Inflation could slow as a result of prudent monetary policy coupled with a stable exchange rate and unchanged food prices.


Fiscal consolidation required under the new agreement with the IMF

The government deficit is expected to decline further due to increased fiscal consolidation efforts in line with the new USD 112.3 million Credit Facility granted by the IMF in April 2018. The government has committed itself to a more restrictive fiscal policy, including better allocation of expenditure, more efficient government, tax reforms and improved management of state-owned enterprises. Given the country's dependence on external financing (the external share of debt stands at 34%), this agreement opens up new opportunities for the Malawian economy, by restoring some confidence in the government among international donors and lenders, after their faith was shaken by high levels of corruption. Debt relief is expected to increase with the abandonment of non-concessional loans, which the authorities used when aid was cancelled (2013/16). Grants accounted for 3.5% of GDP in 2017.

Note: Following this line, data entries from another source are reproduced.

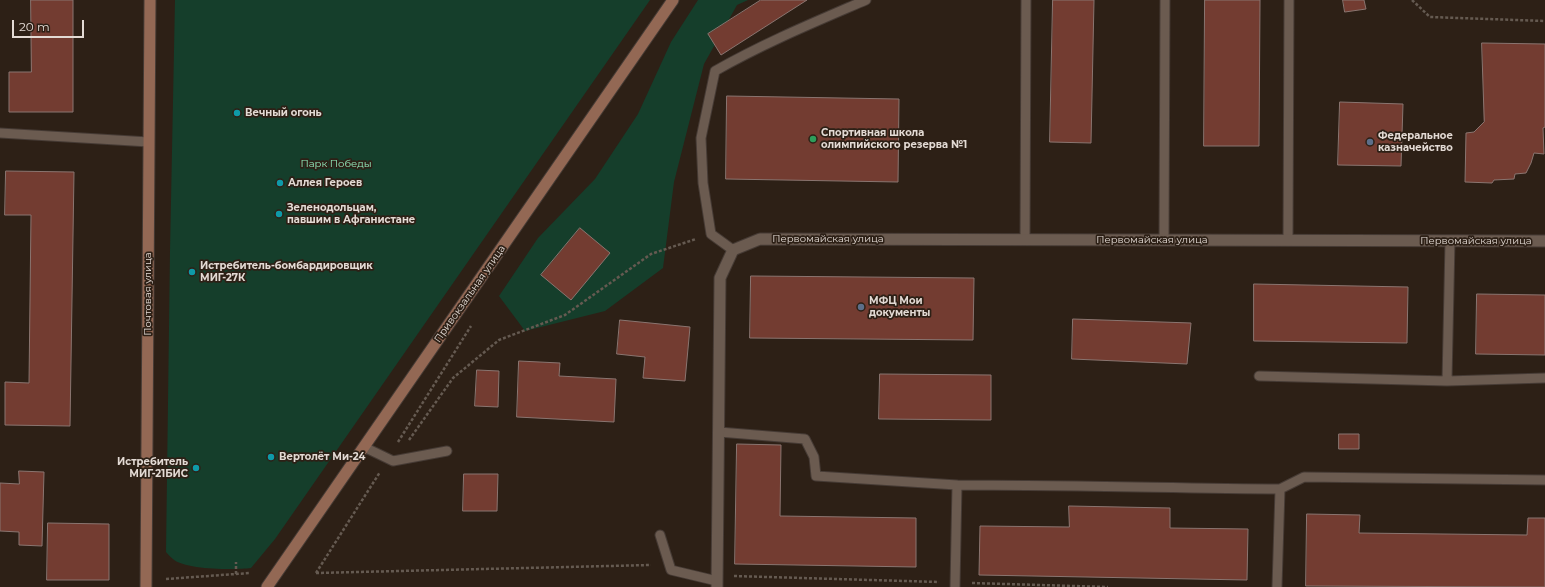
<!DOCTYPE html>
<meta charset="utf-8">
<style>
body{margin:0}
#map{position:relative;width:1545px;height:587px;overflow:hidden;background:#2d2016;font-family:Montserrat,sans-serif}
canvas{display:block}
.scale{position:absolute;left:12px;top:20px;width:72px;height:18px;box-sizing:border-box;border:2px solid #e3dad4;border-top:0;padding-left:5px;font-size:12px;line-height:14px;white-space:nowrap;color:#e3dad4;-webkit-text-stroke:3px #2d2016;paint-order:stroke}
</style>
<div id="map">
<canvas width="1545" height="587"></canvas>
<div class="scale">20 m</div>
</div>
<script>
const g = document.querySelector('canvas').getContext('2d');
g.lineJoin = 'round';
function paint(path, color) { g.fillStyle = color; g.fill(path, 'evenodd'); }
function strokePath(path, color, width, dash) { g.strokeStyle = color; g.lineWidth = width; g.lineCap = dash ? 'butt' : 'round'; g.setLineDash(dash || []); g.stroke(path); }
function write(font, color, halo, rows, align = 'center') {
  g.font = font + ' Montserrat,sans-serif'; g.lineWidth = 3.5; g.setLineDash([]); g.textBaseline = 'middle'; g.strokeStyle = halo; g.fillStyle = color; for (const [text, x, y, turn = 0] of rows) {
    g.save(); g.translate(x, y); g.rotate((+turn || 0) * Math.PI / 180); g.textAlign = isNaN(turn) ? turn : align; if (halo) g.strokeText(text, 0, 0); g.fillText(text, 0, 0); g.restore();
  }
}
paint(new Path2D(`
 M175 0H650L275 539 251 568C235 570 185 570 173 559 170 557 168 554 166 552L170 251Z
 M698 0H748L737 5 704 64 674 182 663 268 605 311 525 331 499 296 538 238 595 179 638 114 671 42Z`), '#153e2b');
const building = new Path2D(`
 M31 0H73V112H9V72H31Z
 M761 0H807L721 55 708 34Z
 M1053 0H1094L1091 143 1050 142Z
 M1205 0H1260L1259 146H1204Z
 M1343 0H1364L1366 9 1345 12Z
 M1482 43 1545 44V127L1543 128 1544 154 1534 153 1531 163 1526 173 1515 174 1514 179 1494 180 1492 183 1465 182 1466 133 1474 132 1484 122Z
 M727 96 899 99 898 182 726 179Z
 M1340 102 1403 104 1401 166 1338 165Z
 M6 171 74 172 70 426 5 425V382L29 383 31 215H5Z
 M580 228 610 253 571 300 541 275Z
 M751 276 974 278 973 340 750 338Z
 M1254 284 1408 287 1407 343 1254 341Z
 M1477 294 1545 295V355L1476 354Z
 M1073 319 1191 323 1187 364 1072 359Z
 M620 320 690 327 685 381 643 378 645 357 617 354Z
 M519 361 560 363 559 376 616 379 614 422 517 417Z
 M477 370 499 371 498 407 475 406Z
 M880 374 991 375V420L879 419Z
 M1339 434H1359V449H1339Z
 M737 444 781 445 780 516 916 518V567L735 564Z
 M19 471 44 472 42 546 19 545V532L0 531V483L19 484Z
 M464 474H498L497 511H463Z
 M1069 506 1170 508V528L1248 529 1247 580 979 575 980 526 1069 527Z
 M1307 514 1360 515 1359 533 1527 535 1528 518H1545V587L1306 586Z
 M48 523 109 524V580H47Z`);
paint(building, '#733c31');
strokePath(building, '#8a7570', 1);
const service = new Path2D(`
 M0 133 149 142
 M1025 240 1026 0
 M1164 240 1165 0
 M1288 240 1289 0
 M1450 241 1447 381 1545 378
 M733 250 711 234 703 183 701 138 715 71C764 43 815 22 866 0
 M1259 376 1447 381
 M719 432 805 439 814 457 816 476 957 485
 M364 447 393 461 447 451
 M660 535 671 570 717 581
 M955 587 957 485C1065 485 1173 488 1280 489
 M1277 587 1280 489 1304 477 1545 480`);
const minor = new Path2D(`
 M717 587 720 278 733 250 760 239 1545 241`);
const secondary = new Path2D(`
 M146 587 150 0
 M267 587 673 0`);
strokePath(service, '#463b35', 11);
strokePath(minor, '#463b35', 13);
strokePath(secondary, '#463b35', 13);
strokePath(new Path2D(`
 M1412 0 1430 17 1545 21
 M409 440 453 378 499 340 565 315 651 254 696 239
 M398 442 471 326
 M316 573 380 472
 M316 573 651 565
 M236 574V562
 M734 576 939 582
 M166 579 250 573
 M972 583 1108 587`), '#655a51', 2.5, [3, 2]);
strokePath(service, '#6b5b50', 9);
strokePath(minor, '#6b5b50', 11);
strokePath(secondary, '#936854', 11);
for (const [x, y, r, color] of [
 [237,113,4,"#0f9aa8"],
 [813,139,4,"#2e9e5b"],
 [1370,142,4,"#5c6f8a"],
 [280,183,4,"#0f9aa8"],
 [279,214,4,"#0f9aa8"],
 [192,272,4,"#0f9aa8"],
 [861,307,4,"#5c6f8a"],
 [271,457,4,"#0f9aa8"],
 [196,468,4,"#0f9aa8"]
]) { const dot = new Path2D(); dot.arc(x, y, r, 0, 2 * Math.PI); g.fillStyle = color; g.fill(dot); strokePath(dot, '#2d2016', 1.5); }
write('bold 10px', '#e3dad4', '#2d2016', [
 ["Вечный огонь",245,113],
 ["Спортивная школа",821,133],
 ["олимпийского резерва №1",821,145],
 ["Федеральное",1378,136],
 ["казначейство",1378,148],
 ["Аллея Героев",288,183],
 ["Зеленодольцам,",287,208],
 ["павшим в Афганистане",287,220],
 ["Истребитель-бомбардировщик",200,266],
 ["МИГ-27К",200,278],
 ["МФЦ Мои",869,301],
 ["документы",869,313],
 ["Вертолёт Ми-24",279,457],
 ["Истребитель",188,462,"right"],
 ["МИГ-21БИС",188,474,"right"]
], 'left');
write('10px', '#92edbe', '#2d2016', [
 ["Парк Победы",336,164]
]);
write('10px', '#e3dad4', '#2d2016', [
 ["Первомайская улица",828,239],
 ["Первомайская улица",1152,240],
 ["Первомайская улица",1476,241],
 ["Почтовая улица",148,294,-90],
 ["Привокзальная улица",470,294,-55]
]);
</script>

The current account deficit looks likely to shrink again as a result of the reduction in the trade deficit. Exports, which consist of agricultural products, are expected to increase with production, while imports of food products are expected to decline. The balance of remittances from expatriates (6% of GDP in 2017) should remain stable and continue to provide the main positive contribution to the current account. Grants, concessional loans, and infrastructure-related FDI (2% of GDP in 2017) will finance the deficit. The gradual reduction in the deficit should ease the pressure on foreign exchange reserves, which remain low (three months of imports in 2017) and could decrease in order to maintain the national currency’s flexible peg to a basket of currencies.


A pre-election period marked by continuing corruption

The next general elections are planned for May 2019, when President Peter Mutharika will run for re-election. However, even as mistrust of institutions remains strong, corruption cases continue to emerge: in February 2017, a scandal forced the President to part with his Minister of Agriculture, George Chaponda, and, more recently, President Mutharika and his party, the DPP, were accused of receiving an illegal payment of USD 195,000 from a wealthy businessman. This was followed by the resignation of the party's Vice President, Saulos Chilima, who went on to create his own party, the UTM, to run against the current President in the elections. This latest scandal has eroded the President's political capital among a population frustrated by recurrent weak governance, repeated corruption scandals, endemic poverty and poor public services.

At the heart of tensions with Tanzania for more than 50 years, the division of Lake Nyasa/Malawi has been an especially sensitive issue since 2011, when Malawi issued oil and gas exploration licenses. In addition, illegal fishing in Lake Chiuta by Mozambican armed groups is poisoning relations with Mozambique.